Exercise aim »
The full listing, exactly as written and with no images, is the expected output.

Data for this task »

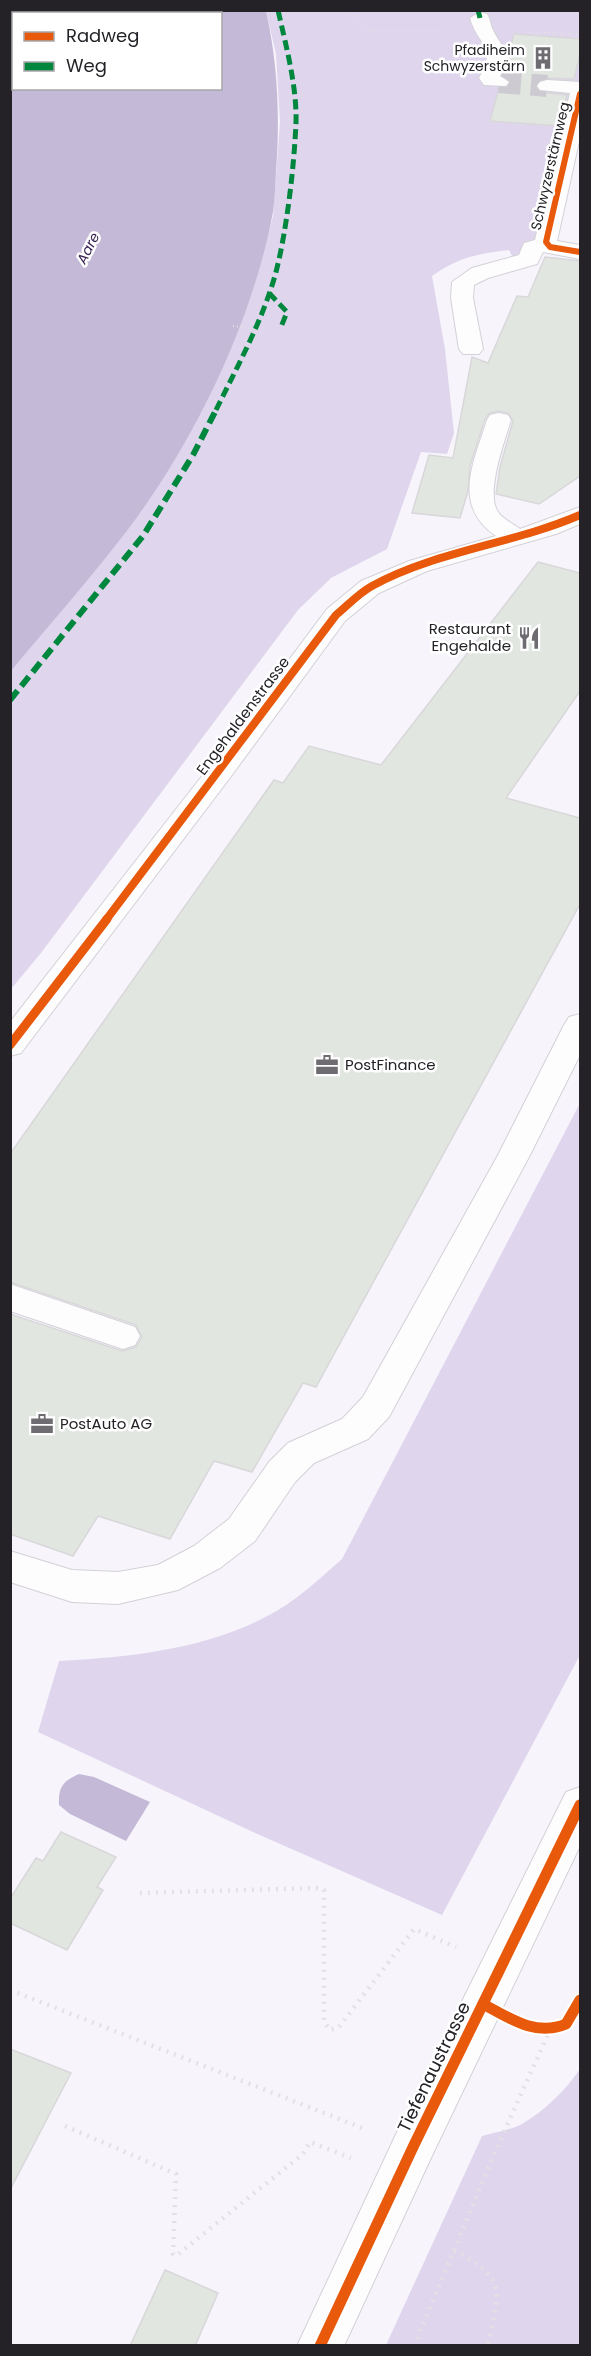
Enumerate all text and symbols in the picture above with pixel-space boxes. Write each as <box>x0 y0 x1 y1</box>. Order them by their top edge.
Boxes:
legend <box>12 12 222 90</box>
text: Radweg <box>66 23 139 48</box>
place label: Pfadiheim Schwyzerstärn <box>424 40 525 76</box>
building icon: Pfadiheim Schwyzerstärn <box>530 45 556 71</box>
text: Weg <box>66 53 107 78</box>
street label: Schwyzerstärnweg <box>526 100 574 232</box>
water label: Aare <box>71 229 104 268</box>
place label: Restaurant Engehalde <box>429 618 511 656</box>
restaurant icon: Restaurant Engehalde <box>516 625 542 651</box>
street label: Engehaldenstrasse <box>191 652 294 779</box>
office icon: PostFinance <box>314 1052 340 1078</box>
place label: PostFinance <box>345 1054 436 1075</box>
office icon: PostAuto AG <box>29 1411 55 1437</box>
place label: PostAuto AG <box>60 1413 152 1434</box>
street label: Tiefenaustrasse <box>391 1997 476 2136</box>

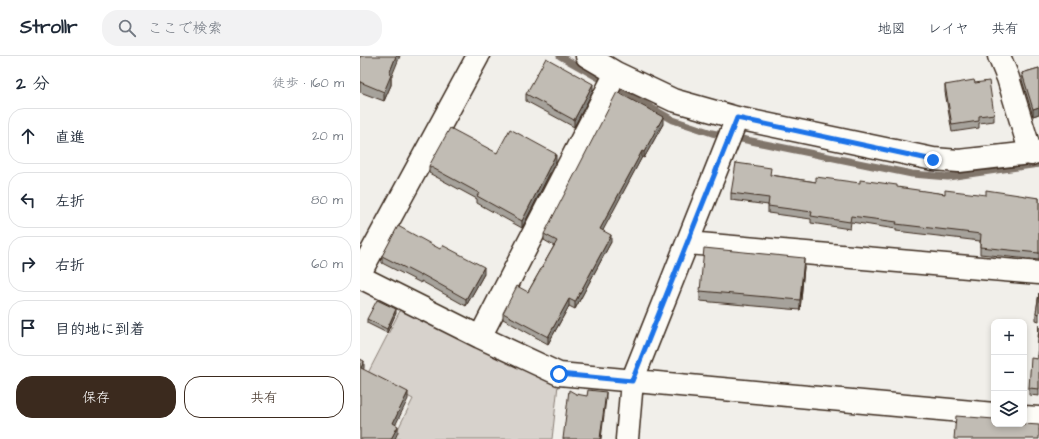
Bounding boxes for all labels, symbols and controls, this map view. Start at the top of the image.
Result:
search box [102,10,382,46]
text: Strollr [20,14,78,41]
icon: search [116,17,138,39]
text: ここで検索 [148,18,223,39]
text: 地図 [878,19,906,39]
text: レイヤ [928,19,969,39]
text: 共有 [991,19,1019,39]
text: 2 分 [16,72,50,96]
text: 徒歩 · 160 m [272,74,344,92]
icon: ahead [17,125,39,147]
text: 直進 [55,127,85,148]
text: 20 m [312,127,343,145]
route end [924,151,942,169]
icon: left [17,189,39,211]
text: 左折 [55,191,85,212]
text: 80 m [311,191,343,209]
icon: right [17,253,39,275]
text: 右折 [55,255,85,276]
text: 60 m [311,255,343,273]
icon: arrive [17,317,39,339]
text: 目的地に到着 [55,319,145,340]
map controls [991,319,1027,427]
button: + [991,319,1027,355]
button: − [991,355,1027,391]
route start [550,365,568,383]
button: 保存 [16,376,176,418]
button: 共有 [184,376,344,418]
button: layers [991,391,1027,427]

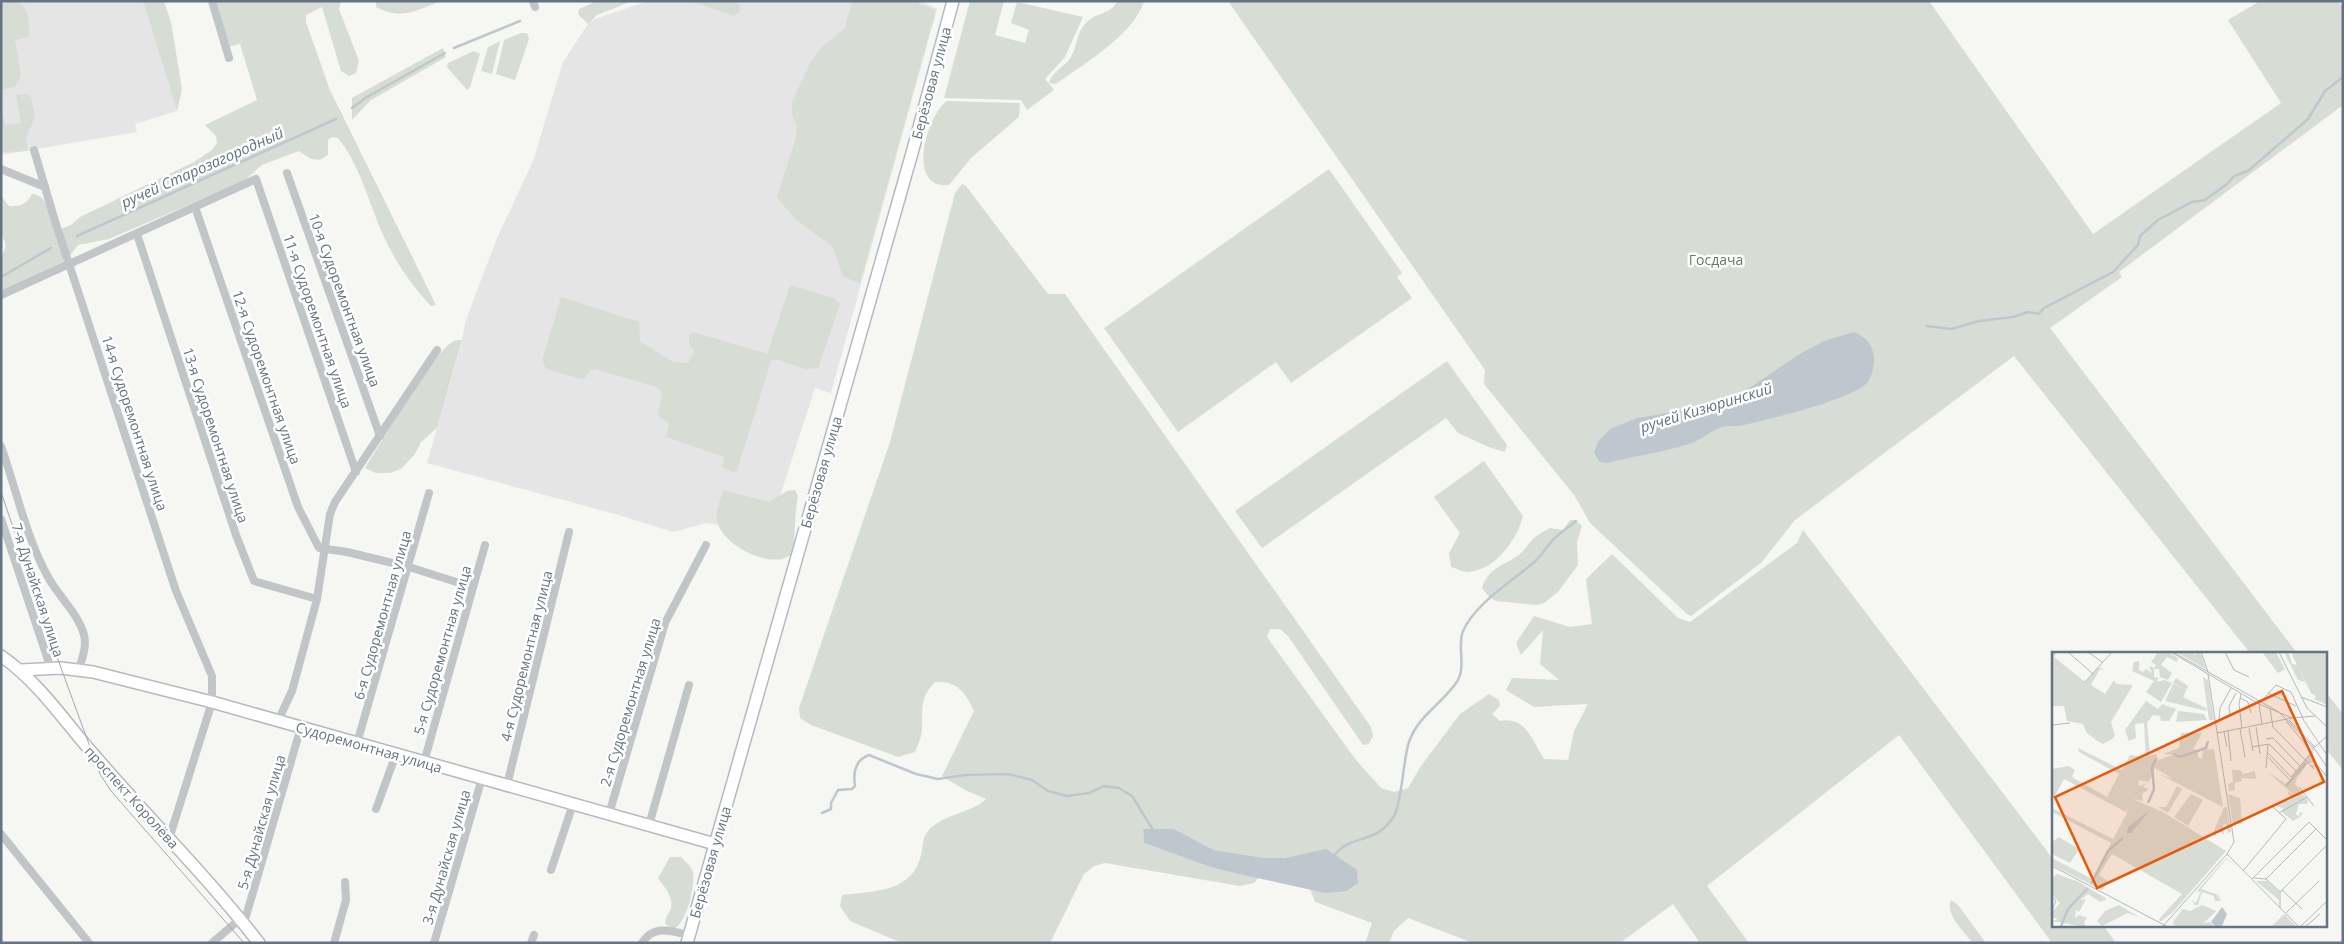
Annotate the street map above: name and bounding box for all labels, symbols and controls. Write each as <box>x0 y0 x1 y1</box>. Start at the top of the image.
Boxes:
street label: Берёзовая улица <box>907 25 955 141</box>
water label: ручей Старозагородный <box>117 122 287 212</box>
street label: 10-я Судоремонтная улица <box>305 211 385 389</box>
street label: 11-я Судоремонтная улица <box>279 231 357 411</box>
park label: Госдача <box>1689 250 1743 269</box>
street label: 12-я Судоремонтная улица <box>228 287 306 467</box>
street label: 14-я Судоремонтная улица <box>98 333 172 513</box>
street label: 13-я Судоремонтная улица <box>179 345 253 525</box>
water label: ручей Кизюринский <box>1637 377 1775 437</box>
street label: Берёзовая улица <box>796 414 846 530</box>
street label: 7-я Дунайская улица <box>7 521 69 659</box>
street label: 6-я Судоремонтная улица <box>349 528 415 702</box>
street label: 5-я Судоремонтная улица <box>409 563 475 737</box>
street label: 4-я Судоремонтная улица <box>496 569 556 743</box>
street label: 2-я Судоремонтная улица <box>595 615 665 789</box>
inset map <box>2052 652 2326 926</box>
street label: Судоремонтная улица <box>294 717 444 777</box>
street label: проспект Королёва <box>81 742 183 852</box>
street label: 5-я Дунайская улица <box>233 752 289 892</box>
street label: 3-я Дунайская улица <box>418 787 474 927</box>
street label: Берёзовая улица <box>685 804 735 920</box>

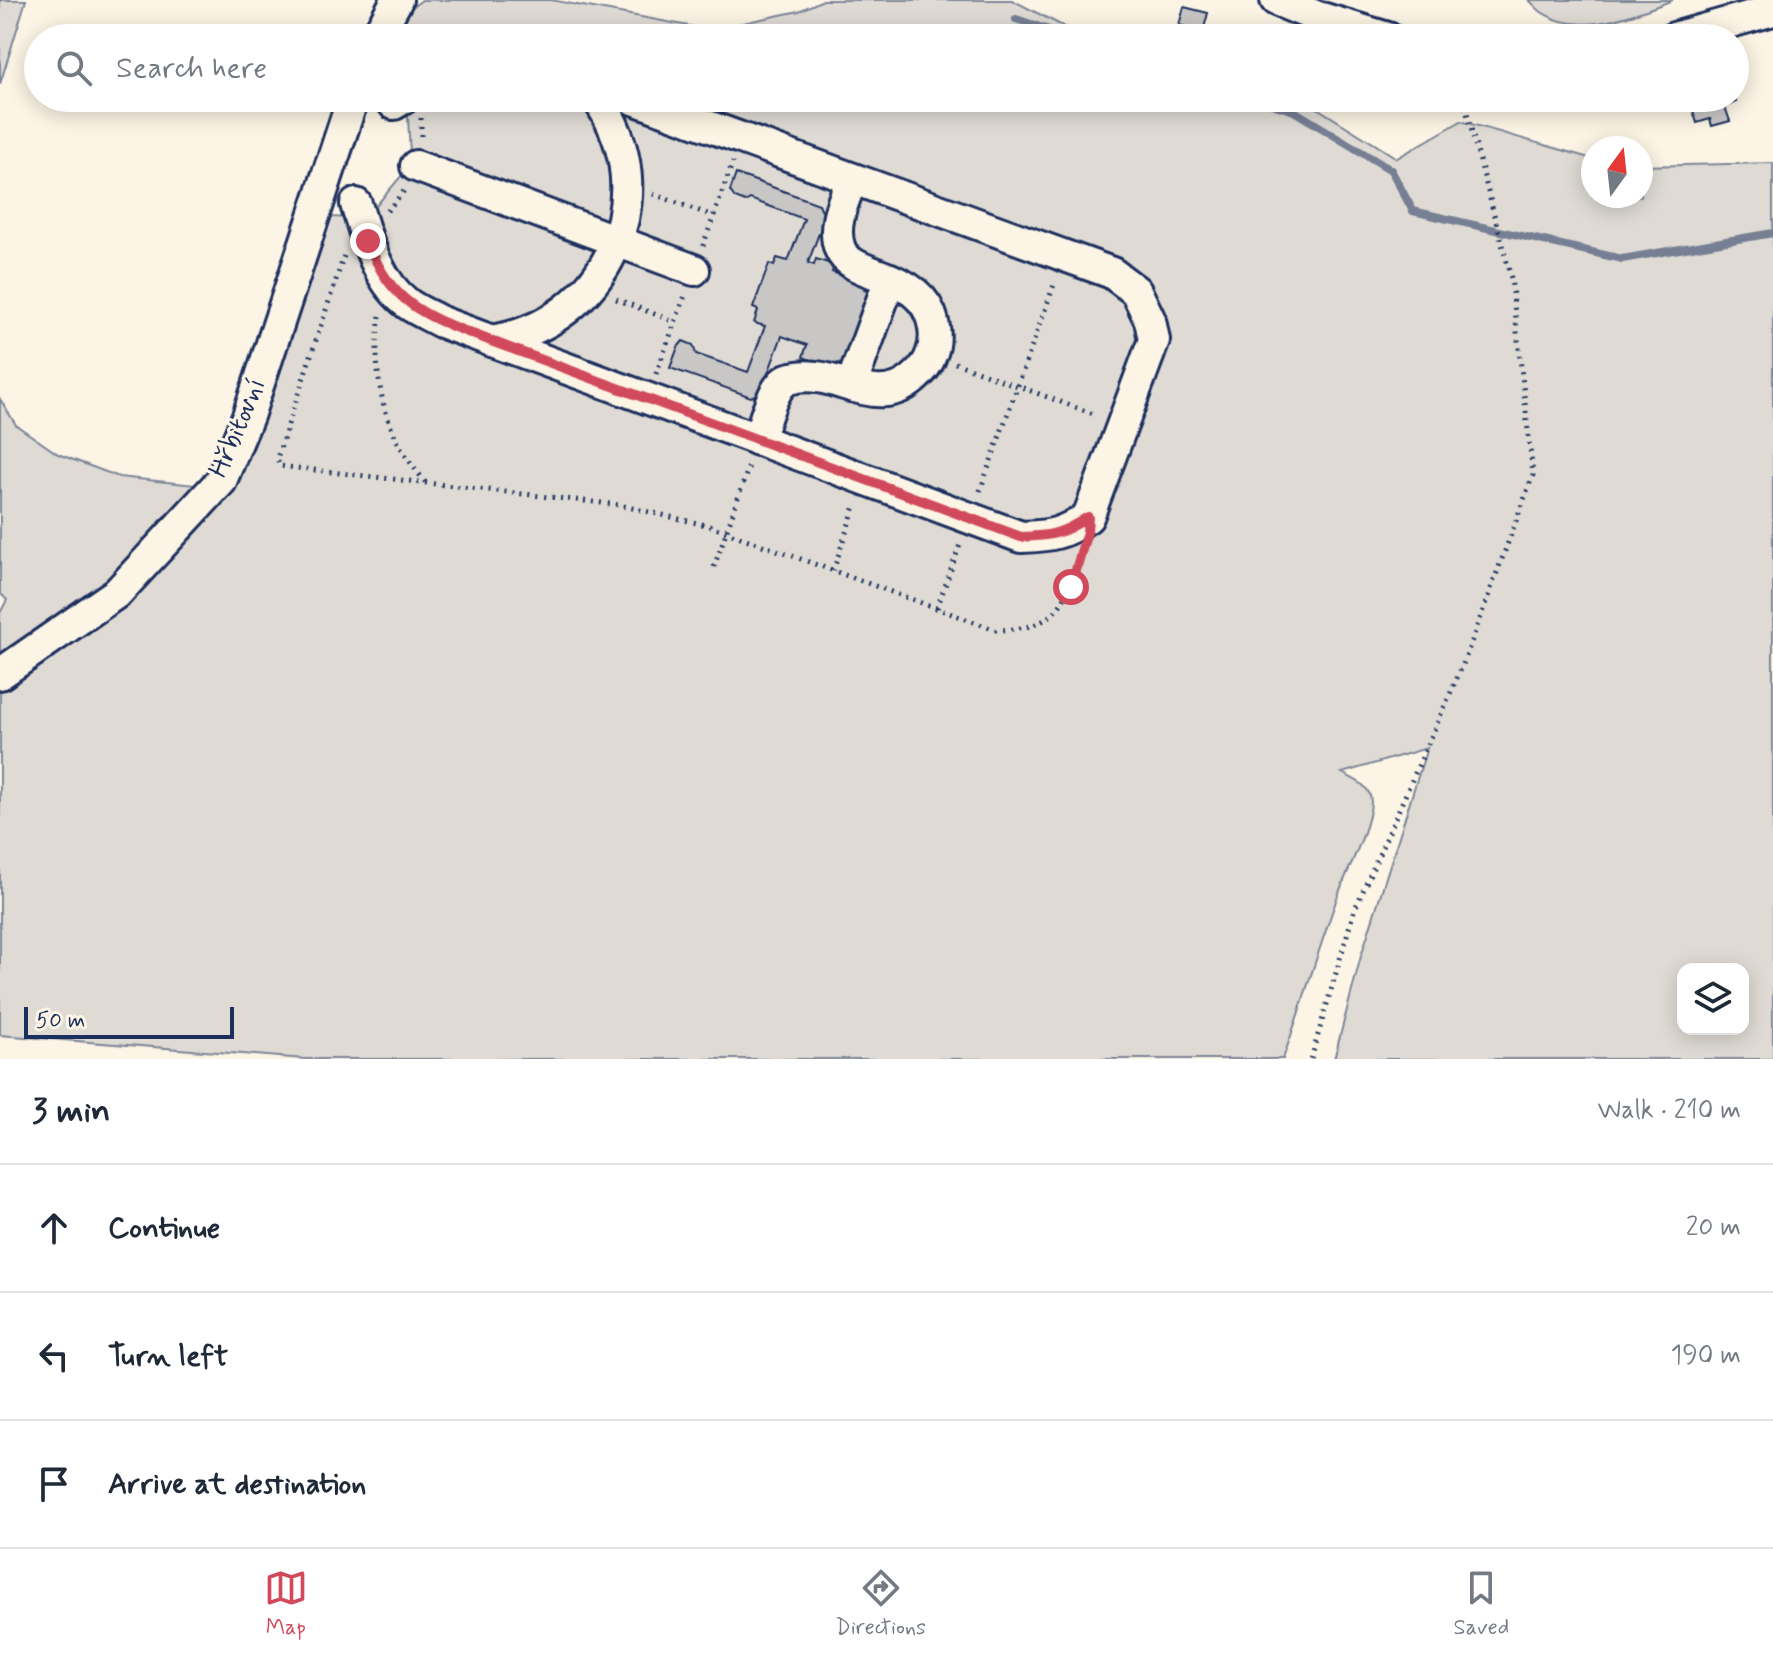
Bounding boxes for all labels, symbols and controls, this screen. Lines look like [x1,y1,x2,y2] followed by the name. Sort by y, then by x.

Solution to the problem »
Enumerate all text and symbols in the picture above with pixel-space boxes. Write each as <box>x0 y0 x1 y1</box>. Order them by their top edge.
Boxes:
legend <box>12 12 222 90</box>
text: Radweg <box>66 23 139 48</box>
place label: Pfadiheim Schwyzerstärn <box>424 40 525 76</box>
building icon: Pfadiheim Schwyzerstärn <box>530 45 556 71</box>
text: Weg <box>66 53 107 78</box>
street label: Schwyzerstärnweg <box>526 100 574 232</box>
water label: Aare <box>71 229 104 268</box>
place label: Restaurant Engehalde <box>429 618 511 656</box>
restaurant icon: Restaurant Engehalde <box>516 625 542 651</box>
street label: Engehaldenstrasse <box>191 652 294 779</box>
office icon: PostFinance <box>314 1052 340 1078</box>
place label: PostFinance <box>345 1054 436 1075</box>
office icon: PostAuto AG <box>29 1411 55 1437</box>
place label: PostAuto AG <box>60 1413 152 1434</box>
street label: Tiefenaustrasse <box>391 1997 476 2136</box>

Bounding boxes for all labels, symbols and controls, this map view. Start at the top of the image.
Result:
search box [102,10,382,46]
text: Strollr [20,14,78,41]
icon: search [116,17,138,39]
text: ここで検索 [148,18,223,39]
text: 地図 [878,19,906,39]
text: レイヤ [928,19,969,39]
text: 共有 [991,19,1019,39]
text: 2 分 [16,72,50,96]
text: 徒歩 · 160 m [272,74,344,92]
icon: ahead [17,125,39,147]
text: 直進 [55,127,85,148]
text: 20 m [312,127,343,145]
route end [924,151,942,169]
icon: left [17,189,39,211]
text: 左折 [55,191,85,212]
text: 80 m [311,191,343,209]
icon: right [17,253,39,275]
text: 右折 [55,255,85,276]
text: 60 m [311,255,343,273]
icon: arrive [17,317,39,339]
text: 目的地に到着 [55,319,145,340]
map controls [991,319,1027,427]
button: + [991,319,1027,355]
button: − [991,355,1027,391]
route start [550,365,568,383]
button: 保存 [16,376,176,418]
button: 共有 [184,376,344,418]
button: layers [991,391,1027,427]

Annotate the street map above: name and bounding box for all labels, symbols and controls. Write each as <box>x0 y0 x1 y1</box>. Start at the top of the image.
Boxes:
street label: Берёзовая улица <box>907 25 955 141</box>
water label: ручей Старозагородный <box>117 122 287 212</box>
street label: 10-я Судоремонтная улица <box>305 211 385 389</box>
street label: 11-я Судоремонтная улица <box>279 231 357 411</box>
park label: Госдача <box>1689 250 1743 269</box>
street label: 12-я Судоремонтная улица <box>228 287 306 467</box>
street label: 14-я Судоремонтная улица <box>98 333 172 513</box>
street label: 13-я Судоремонтная улица <box>179 345 253 525</box>
water label: ручей Кизюринский <box>1637 377 1775 437</box>
street label: Берёзовая улица <box>796 414 846 530</box>
street label: 7-я Дунайская улица <box>7 521 69 659</box>
street label: 6-я Судоремонтная улица <box>349 528 415 702</box>
street label: 5-я Судоремонтная улица <box>409 563 475 737</box>
street label: 4-я Судоремонтная улица <box>496 569 556 743</box>
street label: 2-я Судоремонтная улица <box>595 615 665 789</box>
inset map <box>2052 652 2326 926</box>
street label: Судоремонтная улица <box>294 717 444 777</box>
street label: проспект Королёва <box>81 742 183 852</box>
street label: 5-я Дунайская улица <box>233 752 289 892</box>
street label: 3-я Дунайская улица <box>418 787 474 927</box>
street label: Берёзовая улица <box>685 804 735 920</box>

Bounding boxes for all labels, symbols and controls, this screen. Lines look like [x1,y1,x2,y2] followed by the name. Sort by y, then by x.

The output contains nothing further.